Within the entries that follow, report how many lines contain the word "camino", giving the number by itself.

## [EXERCISE INPUTS]
┌──

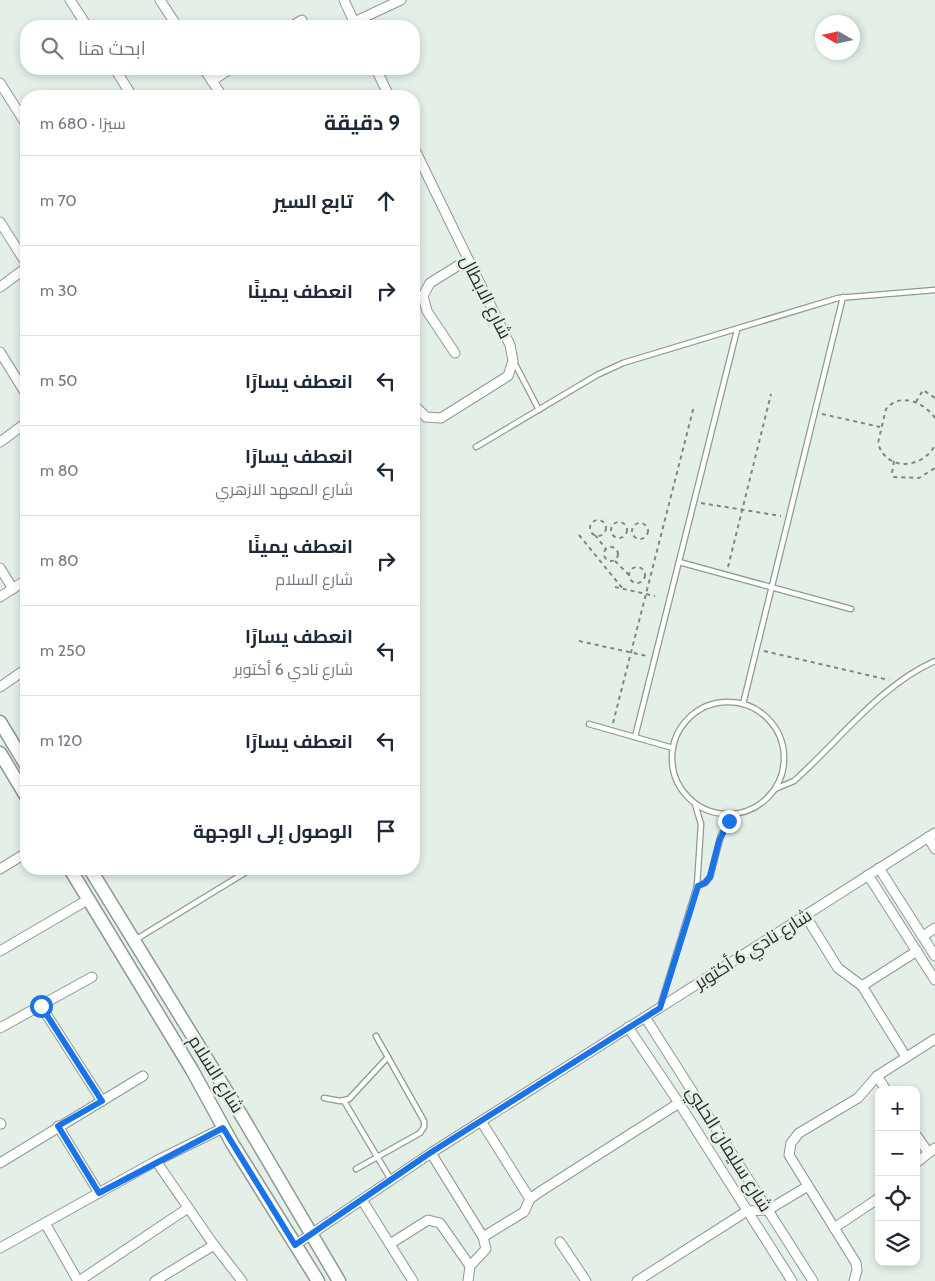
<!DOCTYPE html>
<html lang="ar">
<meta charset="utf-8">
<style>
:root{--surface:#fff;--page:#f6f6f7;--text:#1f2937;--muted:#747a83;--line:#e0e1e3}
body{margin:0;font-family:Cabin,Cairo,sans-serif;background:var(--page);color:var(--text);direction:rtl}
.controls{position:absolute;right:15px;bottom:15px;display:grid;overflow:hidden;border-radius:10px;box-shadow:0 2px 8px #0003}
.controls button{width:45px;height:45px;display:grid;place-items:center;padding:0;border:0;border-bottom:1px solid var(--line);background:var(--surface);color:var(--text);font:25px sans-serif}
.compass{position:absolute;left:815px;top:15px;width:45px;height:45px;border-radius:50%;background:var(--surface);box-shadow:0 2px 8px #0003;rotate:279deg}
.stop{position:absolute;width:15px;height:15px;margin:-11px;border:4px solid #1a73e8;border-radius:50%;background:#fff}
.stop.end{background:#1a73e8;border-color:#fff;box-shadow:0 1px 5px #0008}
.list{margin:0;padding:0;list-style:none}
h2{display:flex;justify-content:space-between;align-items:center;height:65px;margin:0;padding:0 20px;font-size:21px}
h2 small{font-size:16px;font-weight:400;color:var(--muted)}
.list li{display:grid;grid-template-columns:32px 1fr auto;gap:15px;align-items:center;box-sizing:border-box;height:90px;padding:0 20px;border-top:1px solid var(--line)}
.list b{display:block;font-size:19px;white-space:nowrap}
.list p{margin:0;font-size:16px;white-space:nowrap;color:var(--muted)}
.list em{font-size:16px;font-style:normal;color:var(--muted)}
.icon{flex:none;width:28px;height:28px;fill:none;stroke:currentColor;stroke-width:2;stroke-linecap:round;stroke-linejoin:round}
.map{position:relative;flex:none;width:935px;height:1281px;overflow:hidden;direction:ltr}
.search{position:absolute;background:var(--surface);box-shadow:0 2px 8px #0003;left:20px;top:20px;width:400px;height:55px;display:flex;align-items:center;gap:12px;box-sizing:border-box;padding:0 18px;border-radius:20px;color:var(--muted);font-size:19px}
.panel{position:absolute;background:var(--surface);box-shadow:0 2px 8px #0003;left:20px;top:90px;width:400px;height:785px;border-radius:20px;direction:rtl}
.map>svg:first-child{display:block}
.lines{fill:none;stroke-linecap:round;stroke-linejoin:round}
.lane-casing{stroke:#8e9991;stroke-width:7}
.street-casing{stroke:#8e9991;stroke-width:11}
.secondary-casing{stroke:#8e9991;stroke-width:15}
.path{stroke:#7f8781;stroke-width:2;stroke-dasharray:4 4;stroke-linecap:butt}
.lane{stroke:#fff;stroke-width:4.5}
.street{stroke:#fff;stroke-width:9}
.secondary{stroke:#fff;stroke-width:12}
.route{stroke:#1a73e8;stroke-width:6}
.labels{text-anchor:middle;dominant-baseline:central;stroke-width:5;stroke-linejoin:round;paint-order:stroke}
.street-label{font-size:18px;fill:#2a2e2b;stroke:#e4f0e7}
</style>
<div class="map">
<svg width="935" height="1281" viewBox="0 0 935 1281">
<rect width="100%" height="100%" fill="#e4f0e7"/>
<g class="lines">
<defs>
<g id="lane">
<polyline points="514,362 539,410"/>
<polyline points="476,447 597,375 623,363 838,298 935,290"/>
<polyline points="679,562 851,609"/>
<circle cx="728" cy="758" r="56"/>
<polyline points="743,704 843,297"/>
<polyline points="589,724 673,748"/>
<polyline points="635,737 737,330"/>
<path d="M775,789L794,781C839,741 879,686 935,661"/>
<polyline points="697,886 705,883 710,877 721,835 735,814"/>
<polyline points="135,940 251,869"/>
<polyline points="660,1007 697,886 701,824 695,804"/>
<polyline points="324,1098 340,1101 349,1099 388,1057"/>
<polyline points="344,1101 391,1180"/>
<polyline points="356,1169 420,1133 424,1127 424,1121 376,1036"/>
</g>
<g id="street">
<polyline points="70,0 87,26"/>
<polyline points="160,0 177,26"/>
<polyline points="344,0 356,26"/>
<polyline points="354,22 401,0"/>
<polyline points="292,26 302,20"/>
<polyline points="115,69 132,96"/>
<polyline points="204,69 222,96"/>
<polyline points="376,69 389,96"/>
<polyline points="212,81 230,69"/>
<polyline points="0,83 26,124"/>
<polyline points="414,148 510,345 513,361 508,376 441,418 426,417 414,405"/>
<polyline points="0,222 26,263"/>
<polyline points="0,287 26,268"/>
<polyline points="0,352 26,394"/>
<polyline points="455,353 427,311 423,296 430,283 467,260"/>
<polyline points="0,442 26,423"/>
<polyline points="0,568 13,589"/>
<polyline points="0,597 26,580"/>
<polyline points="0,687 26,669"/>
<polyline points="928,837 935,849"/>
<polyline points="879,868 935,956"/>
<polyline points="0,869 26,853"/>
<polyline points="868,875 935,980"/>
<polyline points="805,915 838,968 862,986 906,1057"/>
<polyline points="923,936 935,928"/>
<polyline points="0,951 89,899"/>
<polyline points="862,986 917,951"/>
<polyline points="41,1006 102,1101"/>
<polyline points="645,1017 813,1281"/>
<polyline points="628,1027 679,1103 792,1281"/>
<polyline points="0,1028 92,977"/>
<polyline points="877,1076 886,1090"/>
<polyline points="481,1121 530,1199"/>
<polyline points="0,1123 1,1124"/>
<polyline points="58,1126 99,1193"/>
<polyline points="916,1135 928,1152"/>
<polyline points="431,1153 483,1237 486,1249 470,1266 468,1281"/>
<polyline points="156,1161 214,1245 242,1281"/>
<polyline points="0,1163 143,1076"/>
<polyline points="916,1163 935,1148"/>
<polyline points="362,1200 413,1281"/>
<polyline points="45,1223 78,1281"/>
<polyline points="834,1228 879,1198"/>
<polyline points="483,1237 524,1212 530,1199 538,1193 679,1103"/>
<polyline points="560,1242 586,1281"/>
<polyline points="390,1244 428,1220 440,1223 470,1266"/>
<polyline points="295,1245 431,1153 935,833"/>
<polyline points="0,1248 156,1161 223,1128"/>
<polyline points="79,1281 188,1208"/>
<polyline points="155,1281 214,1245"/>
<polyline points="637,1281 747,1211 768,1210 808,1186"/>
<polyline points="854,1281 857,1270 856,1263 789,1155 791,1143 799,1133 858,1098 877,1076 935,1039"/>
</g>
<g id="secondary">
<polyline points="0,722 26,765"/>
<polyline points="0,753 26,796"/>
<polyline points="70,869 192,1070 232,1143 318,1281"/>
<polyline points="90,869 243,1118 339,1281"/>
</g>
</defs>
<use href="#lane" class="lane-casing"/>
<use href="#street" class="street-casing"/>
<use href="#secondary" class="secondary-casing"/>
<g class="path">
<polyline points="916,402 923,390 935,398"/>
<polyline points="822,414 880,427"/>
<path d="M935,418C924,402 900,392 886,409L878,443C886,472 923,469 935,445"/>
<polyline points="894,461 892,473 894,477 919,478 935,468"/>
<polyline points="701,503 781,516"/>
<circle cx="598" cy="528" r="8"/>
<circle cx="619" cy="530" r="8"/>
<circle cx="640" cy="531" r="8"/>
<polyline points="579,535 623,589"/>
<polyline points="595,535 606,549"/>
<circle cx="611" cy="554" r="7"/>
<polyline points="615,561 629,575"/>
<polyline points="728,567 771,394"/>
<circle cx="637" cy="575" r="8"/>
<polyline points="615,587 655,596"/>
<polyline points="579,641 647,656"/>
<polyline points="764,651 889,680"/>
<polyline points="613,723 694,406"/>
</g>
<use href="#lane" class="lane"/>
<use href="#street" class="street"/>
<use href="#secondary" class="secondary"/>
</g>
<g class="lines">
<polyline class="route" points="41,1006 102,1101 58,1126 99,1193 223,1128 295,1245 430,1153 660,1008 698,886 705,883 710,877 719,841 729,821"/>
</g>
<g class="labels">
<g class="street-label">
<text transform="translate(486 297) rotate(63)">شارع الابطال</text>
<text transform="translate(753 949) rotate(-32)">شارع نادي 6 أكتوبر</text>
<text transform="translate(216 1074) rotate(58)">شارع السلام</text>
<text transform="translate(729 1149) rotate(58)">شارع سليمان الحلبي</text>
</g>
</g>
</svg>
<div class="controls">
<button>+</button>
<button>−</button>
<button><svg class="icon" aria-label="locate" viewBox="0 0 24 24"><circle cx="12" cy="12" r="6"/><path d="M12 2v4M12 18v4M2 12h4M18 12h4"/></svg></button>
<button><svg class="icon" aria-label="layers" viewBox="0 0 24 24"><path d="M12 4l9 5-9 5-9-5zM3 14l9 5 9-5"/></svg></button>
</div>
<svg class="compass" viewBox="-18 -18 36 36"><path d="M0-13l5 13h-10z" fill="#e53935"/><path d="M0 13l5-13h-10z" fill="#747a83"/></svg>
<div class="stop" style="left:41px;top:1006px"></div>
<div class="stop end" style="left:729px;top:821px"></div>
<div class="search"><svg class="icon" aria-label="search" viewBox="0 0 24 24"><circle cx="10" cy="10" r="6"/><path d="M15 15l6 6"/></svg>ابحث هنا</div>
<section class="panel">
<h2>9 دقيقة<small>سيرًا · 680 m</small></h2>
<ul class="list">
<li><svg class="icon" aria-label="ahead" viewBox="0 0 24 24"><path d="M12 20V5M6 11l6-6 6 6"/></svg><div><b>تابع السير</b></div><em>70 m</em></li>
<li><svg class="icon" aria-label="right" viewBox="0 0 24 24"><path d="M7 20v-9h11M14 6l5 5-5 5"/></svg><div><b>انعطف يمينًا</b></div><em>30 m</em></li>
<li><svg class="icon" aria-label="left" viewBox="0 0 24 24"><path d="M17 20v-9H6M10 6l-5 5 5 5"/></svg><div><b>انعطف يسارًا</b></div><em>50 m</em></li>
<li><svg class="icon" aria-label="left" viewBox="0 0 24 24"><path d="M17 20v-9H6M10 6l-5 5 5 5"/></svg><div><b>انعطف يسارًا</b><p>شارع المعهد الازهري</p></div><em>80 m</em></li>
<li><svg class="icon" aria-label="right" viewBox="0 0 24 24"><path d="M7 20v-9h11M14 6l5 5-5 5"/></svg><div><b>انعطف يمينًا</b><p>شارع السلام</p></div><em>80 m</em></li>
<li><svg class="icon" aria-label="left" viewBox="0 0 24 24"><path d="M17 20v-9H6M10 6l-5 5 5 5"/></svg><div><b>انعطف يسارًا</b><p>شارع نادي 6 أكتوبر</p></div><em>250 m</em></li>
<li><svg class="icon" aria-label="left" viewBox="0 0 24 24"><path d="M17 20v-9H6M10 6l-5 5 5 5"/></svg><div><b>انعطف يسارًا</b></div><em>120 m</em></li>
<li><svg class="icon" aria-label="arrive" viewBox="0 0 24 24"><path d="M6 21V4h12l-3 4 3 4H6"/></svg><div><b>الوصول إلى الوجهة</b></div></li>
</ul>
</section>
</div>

└──
┌──

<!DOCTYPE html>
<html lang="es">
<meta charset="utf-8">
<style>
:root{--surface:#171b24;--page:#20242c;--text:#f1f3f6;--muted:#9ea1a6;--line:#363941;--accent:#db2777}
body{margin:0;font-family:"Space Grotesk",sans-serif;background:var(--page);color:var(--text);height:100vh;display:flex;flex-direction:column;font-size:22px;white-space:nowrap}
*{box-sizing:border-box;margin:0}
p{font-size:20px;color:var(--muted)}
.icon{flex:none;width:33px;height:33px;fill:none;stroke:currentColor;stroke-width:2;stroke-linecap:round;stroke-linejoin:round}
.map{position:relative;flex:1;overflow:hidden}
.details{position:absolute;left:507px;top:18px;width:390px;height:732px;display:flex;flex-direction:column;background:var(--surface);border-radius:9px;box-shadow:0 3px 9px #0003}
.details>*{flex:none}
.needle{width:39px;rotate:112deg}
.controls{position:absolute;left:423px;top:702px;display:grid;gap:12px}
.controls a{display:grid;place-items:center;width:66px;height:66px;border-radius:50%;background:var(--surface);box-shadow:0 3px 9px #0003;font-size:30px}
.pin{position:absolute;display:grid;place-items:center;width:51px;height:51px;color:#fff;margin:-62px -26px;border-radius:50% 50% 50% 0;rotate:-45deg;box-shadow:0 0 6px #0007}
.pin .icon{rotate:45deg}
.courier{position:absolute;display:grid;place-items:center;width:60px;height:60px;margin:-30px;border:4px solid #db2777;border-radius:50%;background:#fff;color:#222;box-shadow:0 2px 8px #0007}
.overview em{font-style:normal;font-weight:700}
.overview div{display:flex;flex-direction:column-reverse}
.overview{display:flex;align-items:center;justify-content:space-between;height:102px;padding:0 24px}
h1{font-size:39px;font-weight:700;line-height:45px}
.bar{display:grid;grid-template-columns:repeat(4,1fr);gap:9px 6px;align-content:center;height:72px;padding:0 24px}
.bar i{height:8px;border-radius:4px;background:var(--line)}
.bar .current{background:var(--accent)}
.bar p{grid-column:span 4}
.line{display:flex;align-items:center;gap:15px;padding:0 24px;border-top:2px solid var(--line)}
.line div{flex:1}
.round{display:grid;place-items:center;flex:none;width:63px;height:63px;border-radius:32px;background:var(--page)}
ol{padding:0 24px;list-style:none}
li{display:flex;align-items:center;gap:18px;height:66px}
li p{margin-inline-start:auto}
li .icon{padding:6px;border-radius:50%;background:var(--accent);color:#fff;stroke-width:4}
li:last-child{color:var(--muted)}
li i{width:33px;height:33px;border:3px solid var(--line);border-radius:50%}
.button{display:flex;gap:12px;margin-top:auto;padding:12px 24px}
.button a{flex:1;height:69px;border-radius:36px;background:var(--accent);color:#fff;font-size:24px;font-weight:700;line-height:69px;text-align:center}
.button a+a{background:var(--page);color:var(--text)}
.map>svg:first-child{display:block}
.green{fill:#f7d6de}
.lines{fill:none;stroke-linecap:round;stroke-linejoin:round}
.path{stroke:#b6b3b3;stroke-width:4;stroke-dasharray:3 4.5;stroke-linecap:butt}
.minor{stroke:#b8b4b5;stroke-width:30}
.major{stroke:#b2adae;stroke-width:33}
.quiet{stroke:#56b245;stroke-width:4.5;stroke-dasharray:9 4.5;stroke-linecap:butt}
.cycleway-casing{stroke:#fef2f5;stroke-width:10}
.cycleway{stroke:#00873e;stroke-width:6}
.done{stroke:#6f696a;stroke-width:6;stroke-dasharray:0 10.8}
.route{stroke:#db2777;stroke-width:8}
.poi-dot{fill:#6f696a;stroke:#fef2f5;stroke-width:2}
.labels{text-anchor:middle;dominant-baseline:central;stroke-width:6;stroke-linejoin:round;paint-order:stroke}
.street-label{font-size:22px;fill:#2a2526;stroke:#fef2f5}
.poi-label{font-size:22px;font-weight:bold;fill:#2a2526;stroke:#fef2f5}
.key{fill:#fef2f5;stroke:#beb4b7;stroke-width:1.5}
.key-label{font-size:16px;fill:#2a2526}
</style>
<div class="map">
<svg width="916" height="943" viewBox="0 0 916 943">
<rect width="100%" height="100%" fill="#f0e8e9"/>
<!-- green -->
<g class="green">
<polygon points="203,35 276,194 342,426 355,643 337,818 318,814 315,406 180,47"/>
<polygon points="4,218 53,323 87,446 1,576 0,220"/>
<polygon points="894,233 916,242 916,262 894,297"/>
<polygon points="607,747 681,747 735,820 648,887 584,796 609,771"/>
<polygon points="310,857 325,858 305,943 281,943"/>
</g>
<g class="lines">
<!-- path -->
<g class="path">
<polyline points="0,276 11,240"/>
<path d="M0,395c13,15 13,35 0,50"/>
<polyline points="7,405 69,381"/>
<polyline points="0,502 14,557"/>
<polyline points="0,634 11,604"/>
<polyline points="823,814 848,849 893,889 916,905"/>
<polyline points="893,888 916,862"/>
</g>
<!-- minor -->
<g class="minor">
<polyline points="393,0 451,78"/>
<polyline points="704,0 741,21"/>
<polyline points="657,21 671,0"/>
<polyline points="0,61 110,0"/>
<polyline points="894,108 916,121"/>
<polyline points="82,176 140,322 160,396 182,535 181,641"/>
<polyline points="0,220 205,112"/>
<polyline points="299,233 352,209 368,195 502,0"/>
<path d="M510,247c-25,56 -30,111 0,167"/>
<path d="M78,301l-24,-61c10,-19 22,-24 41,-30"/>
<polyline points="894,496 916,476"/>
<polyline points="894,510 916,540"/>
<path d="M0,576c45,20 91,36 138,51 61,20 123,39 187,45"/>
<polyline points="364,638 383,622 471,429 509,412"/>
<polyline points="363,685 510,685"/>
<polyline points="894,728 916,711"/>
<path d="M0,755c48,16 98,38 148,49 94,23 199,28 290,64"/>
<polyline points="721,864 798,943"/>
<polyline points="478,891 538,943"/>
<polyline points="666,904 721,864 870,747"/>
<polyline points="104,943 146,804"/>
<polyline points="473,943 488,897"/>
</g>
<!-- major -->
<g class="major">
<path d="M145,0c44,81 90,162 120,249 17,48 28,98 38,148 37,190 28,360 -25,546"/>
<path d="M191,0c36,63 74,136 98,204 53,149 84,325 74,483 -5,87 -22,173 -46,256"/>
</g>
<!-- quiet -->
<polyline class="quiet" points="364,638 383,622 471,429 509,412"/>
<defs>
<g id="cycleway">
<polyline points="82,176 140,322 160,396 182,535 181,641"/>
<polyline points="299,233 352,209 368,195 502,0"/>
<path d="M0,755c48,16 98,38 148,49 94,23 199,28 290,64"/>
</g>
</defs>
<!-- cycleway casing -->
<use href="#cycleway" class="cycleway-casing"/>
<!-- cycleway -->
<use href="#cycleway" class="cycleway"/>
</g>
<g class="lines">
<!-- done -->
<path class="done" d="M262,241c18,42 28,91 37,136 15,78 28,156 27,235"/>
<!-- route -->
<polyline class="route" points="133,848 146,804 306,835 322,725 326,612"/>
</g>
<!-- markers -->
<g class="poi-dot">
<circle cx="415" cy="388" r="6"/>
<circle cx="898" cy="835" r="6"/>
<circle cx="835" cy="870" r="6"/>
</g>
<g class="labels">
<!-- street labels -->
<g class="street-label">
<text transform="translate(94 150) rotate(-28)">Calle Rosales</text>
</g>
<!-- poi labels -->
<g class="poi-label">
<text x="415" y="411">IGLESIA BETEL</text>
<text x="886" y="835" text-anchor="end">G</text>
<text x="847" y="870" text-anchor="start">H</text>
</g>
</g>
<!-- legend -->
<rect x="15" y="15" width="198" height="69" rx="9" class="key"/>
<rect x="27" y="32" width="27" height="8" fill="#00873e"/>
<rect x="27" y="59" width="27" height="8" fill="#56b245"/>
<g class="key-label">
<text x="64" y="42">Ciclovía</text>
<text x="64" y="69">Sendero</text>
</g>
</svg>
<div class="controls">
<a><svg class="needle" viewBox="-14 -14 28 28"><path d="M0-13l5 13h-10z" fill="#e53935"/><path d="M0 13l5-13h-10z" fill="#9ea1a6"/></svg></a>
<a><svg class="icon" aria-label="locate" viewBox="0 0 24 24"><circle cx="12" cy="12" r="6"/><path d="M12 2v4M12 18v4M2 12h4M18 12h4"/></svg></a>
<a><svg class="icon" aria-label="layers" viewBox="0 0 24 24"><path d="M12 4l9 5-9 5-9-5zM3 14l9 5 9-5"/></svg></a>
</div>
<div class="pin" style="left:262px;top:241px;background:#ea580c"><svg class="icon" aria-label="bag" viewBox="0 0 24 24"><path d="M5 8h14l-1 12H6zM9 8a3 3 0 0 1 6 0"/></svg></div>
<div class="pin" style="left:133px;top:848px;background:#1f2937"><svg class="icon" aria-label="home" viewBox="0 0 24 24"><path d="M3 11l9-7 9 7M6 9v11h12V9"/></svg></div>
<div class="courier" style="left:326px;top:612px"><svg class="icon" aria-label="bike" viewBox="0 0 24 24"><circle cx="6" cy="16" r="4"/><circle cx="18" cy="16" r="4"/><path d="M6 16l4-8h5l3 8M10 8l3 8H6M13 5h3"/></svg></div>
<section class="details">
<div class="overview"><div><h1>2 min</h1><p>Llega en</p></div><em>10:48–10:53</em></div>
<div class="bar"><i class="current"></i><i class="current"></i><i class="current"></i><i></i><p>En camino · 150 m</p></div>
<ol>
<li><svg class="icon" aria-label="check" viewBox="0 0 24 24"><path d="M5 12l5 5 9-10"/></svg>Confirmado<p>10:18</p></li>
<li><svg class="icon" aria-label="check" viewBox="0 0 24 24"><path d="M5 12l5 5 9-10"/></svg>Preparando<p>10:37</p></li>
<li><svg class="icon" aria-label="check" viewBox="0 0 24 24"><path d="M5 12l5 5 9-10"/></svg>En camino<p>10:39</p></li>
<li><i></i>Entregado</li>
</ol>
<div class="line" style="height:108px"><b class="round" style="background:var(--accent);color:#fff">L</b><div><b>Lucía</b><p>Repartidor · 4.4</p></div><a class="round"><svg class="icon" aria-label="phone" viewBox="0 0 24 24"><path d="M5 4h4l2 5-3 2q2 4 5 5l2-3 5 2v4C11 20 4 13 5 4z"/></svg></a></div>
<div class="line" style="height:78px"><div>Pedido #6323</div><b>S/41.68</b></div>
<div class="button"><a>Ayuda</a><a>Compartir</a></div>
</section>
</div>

└──

## [TASK SOLUTION]
2